▶ _What you need to do_
Locate every line in the records below that contains the word "hidden", and copy each one.

▶ _Extracted entries_
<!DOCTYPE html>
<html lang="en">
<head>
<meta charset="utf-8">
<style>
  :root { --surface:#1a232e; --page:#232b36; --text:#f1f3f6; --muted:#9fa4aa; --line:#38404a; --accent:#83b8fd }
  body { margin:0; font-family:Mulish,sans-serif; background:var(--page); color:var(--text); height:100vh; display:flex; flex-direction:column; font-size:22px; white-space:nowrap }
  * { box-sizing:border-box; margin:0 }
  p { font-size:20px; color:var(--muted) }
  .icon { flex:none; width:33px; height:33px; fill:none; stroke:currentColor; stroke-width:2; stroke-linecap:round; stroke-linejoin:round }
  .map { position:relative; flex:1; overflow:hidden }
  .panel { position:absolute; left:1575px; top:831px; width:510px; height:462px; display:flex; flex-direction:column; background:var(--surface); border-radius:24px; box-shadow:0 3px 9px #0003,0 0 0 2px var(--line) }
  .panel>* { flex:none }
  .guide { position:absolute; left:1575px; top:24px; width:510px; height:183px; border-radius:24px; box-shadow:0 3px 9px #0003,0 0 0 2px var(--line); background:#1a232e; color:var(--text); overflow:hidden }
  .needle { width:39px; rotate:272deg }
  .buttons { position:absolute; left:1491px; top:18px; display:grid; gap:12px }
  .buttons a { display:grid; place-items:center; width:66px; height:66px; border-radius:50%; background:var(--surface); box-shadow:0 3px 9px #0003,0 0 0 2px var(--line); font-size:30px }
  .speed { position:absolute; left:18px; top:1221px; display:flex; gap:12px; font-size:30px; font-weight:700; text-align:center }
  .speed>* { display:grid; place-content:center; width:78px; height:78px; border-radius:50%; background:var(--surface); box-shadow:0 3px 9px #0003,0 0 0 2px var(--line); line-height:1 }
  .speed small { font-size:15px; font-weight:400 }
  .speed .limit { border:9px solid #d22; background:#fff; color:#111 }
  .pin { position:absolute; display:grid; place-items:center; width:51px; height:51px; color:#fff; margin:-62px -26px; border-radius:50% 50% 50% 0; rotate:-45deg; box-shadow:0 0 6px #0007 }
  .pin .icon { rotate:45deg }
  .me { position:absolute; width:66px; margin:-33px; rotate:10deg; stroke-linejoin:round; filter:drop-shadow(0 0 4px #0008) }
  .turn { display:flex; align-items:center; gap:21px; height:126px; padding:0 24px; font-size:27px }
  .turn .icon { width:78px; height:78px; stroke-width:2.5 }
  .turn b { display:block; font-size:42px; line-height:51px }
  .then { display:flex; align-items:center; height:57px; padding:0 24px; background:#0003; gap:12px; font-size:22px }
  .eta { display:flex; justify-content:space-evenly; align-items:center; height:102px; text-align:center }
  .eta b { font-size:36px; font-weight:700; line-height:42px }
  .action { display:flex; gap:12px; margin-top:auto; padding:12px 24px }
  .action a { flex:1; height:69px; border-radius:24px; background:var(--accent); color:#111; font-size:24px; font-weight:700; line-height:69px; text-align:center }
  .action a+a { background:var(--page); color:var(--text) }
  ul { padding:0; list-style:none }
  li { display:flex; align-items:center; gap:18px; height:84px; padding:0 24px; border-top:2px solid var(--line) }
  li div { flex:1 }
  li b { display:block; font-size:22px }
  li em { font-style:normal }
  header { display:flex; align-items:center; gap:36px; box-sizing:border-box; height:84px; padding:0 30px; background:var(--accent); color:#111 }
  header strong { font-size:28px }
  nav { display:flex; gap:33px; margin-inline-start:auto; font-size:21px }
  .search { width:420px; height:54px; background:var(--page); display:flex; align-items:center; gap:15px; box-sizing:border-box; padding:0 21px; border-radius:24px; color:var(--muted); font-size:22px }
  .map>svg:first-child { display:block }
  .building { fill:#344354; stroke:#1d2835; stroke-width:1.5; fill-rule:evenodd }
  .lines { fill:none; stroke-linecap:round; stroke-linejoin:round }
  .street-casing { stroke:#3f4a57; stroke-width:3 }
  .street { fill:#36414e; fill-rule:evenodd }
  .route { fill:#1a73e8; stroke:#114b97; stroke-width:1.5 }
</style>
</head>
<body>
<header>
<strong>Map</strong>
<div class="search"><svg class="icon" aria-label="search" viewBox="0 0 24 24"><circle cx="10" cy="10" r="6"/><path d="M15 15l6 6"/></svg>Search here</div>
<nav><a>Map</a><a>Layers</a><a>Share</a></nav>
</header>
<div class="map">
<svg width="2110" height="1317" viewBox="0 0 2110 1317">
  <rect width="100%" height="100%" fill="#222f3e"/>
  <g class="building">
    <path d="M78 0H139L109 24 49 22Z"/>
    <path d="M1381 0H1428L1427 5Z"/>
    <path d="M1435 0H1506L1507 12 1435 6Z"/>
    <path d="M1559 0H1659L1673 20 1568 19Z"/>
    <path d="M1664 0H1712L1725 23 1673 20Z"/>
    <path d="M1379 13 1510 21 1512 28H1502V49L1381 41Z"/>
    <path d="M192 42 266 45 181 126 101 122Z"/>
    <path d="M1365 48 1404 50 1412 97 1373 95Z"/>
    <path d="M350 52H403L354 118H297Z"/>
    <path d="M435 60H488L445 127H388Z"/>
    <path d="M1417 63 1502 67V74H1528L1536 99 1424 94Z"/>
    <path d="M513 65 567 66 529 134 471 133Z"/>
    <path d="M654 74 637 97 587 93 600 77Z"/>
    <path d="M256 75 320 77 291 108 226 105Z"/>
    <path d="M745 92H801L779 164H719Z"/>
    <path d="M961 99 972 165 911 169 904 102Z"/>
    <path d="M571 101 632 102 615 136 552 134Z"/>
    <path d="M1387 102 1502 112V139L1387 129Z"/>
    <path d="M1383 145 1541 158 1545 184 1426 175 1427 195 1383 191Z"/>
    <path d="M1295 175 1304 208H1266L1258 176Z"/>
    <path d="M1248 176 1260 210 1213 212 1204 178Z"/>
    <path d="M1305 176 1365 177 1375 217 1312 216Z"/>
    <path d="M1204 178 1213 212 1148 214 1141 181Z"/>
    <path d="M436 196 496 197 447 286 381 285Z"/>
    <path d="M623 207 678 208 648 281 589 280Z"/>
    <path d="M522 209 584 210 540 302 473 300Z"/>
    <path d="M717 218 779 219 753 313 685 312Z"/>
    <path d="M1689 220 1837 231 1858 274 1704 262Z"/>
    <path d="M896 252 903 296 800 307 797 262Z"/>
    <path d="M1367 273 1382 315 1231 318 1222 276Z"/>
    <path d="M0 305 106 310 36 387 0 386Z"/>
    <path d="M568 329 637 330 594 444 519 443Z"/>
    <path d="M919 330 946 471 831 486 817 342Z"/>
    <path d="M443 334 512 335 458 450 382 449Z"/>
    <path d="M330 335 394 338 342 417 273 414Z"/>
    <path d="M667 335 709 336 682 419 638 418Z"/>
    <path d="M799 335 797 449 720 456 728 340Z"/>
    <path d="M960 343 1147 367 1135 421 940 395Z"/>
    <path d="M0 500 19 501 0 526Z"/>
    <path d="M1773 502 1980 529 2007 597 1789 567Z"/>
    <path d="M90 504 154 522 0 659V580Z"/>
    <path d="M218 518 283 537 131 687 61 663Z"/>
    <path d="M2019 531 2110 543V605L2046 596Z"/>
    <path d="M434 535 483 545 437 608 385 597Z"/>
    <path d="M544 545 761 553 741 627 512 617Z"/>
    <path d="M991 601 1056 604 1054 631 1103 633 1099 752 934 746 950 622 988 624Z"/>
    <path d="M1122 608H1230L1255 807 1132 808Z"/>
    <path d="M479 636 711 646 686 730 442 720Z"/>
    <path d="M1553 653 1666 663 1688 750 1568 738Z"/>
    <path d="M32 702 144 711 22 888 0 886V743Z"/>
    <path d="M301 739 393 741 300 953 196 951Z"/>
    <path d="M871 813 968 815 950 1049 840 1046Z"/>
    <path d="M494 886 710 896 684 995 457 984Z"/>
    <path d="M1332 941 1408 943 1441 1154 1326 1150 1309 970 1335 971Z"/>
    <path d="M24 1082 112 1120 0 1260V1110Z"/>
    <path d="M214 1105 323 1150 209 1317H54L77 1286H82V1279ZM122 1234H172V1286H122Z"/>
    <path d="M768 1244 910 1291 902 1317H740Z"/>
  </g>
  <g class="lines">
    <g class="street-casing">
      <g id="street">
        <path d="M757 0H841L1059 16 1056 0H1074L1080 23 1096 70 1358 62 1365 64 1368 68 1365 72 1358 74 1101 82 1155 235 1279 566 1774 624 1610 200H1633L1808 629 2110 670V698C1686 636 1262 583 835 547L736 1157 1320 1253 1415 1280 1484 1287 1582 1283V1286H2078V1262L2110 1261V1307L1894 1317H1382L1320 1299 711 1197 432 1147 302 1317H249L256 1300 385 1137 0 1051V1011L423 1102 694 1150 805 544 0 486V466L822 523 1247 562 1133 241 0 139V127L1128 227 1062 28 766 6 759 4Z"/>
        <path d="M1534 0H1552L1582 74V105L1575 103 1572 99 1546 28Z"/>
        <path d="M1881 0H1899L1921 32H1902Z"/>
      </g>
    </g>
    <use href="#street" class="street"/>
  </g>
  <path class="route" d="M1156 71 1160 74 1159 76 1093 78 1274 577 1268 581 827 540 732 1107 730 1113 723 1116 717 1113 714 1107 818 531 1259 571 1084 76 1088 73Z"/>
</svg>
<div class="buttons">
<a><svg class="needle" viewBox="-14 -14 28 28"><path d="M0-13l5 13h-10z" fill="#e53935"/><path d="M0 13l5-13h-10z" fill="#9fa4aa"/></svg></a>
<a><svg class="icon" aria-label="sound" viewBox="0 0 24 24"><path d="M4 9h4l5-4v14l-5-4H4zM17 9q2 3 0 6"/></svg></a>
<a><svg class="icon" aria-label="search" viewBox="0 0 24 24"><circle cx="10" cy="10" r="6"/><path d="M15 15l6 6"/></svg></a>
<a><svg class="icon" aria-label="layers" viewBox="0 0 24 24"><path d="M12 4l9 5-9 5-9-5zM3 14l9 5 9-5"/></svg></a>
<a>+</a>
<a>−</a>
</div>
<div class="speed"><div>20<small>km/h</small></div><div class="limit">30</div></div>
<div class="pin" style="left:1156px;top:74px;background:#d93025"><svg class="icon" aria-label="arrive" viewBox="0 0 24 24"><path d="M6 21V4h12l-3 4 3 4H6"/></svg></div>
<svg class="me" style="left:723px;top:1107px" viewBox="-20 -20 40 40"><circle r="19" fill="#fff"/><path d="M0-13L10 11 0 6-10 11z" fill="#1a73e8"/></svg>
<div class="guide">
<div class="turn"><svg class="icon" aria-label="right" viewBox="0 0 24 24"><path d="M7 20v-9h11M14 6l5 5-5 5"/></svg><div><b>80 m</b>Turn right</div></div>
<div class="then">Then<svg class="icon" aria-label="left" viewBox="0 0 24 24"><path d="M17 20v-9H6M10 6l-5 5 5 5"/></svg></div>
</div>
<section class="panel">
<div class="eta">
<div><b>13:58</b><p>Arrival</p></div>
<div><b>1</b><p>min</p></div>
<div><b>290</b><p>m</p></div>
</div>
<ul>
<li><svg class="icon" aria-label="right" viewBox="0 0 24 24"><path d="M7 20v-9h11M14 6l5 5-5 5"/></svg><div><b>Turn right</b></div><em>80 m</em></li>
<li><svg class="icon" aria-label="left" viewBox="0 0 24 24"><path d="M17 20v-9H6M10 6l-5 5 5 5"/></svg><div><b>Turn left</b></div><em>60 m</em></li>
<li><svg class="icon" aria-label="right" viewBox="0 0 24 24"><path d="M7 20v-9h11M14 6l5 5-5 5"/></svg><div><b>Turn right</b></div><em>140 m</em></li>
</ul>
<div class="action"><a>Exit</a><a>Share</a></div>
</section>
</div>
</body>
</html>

▶ _Answer for the task_
  .map { position:relative; flex:1; overflow:hidden }
  .guide { position:absolute; left:1575px; top:24px; width:510px; height:183px; border-radius:24px; box-shadow:0 3px 9px #0003,0 0 0 2px var(--line); background:#1a232e; color:var(--text); overflow:hidden }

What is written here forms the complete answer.